* _Supplied material_
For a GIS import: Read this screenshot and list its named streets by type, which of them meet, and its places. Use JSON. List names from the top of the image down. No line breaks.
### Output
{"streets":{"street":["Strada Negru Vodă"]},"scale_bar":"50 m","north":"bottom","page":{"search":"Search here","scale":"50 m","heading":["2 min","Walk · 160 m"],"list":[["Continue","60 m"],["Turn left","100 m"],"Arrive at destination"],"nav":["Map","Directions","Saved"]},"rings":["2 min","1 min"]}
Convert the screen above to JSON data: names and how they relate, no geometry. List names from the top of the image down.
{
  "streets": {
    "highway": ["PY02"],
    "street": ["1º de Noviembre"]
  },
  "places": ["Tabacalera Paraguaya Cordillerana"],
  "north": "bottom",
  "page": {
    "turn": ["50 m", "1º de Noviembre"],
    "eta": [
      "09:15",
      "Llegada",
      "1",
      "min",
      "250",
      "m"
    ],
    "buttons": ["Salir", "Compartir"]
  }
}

* _What you should do_
Write out the whole listing exactly.

* _Solution to this task_
For a GIS import: Read this screenshot and list its named streets by type, which of them meet, and its places. Use JSON. List names from the top of the image down. No line breaks.
### Output
{"streets":{"street":["Strada Negru Vodă"]},"scale_bar":"50 m","north":"bottom","page":{"search":"Search here","scale":"50 m","heading":["2 min","Walk · 160 m"],"list":[["Continue","60 m"],["Turn left","100 m"],"Arrive at destination"],"nav":["Map","Directions","Saved"]},"rings":["2 min","1 min"]}
Convert the screen above to JSON data: names and how they relate, no geometry. List names from the top of the image down.
{
  "streets": {
    "highway": ["PY02"],
    "street": ["1º de Noviembre"]
  },
  "places": ["Tabacalera Paraguaya Cordillerana"],
  "north": "bottom",
  "page": {
    "turn": ["50 m", "1º de Noviembre"],
    "eta": [
      "09:15",
      "Llegada",
      "1",
      "min",
      "250",
      "m"
    ],
    "buttons": ["Salir", "Compartir"]
  }
}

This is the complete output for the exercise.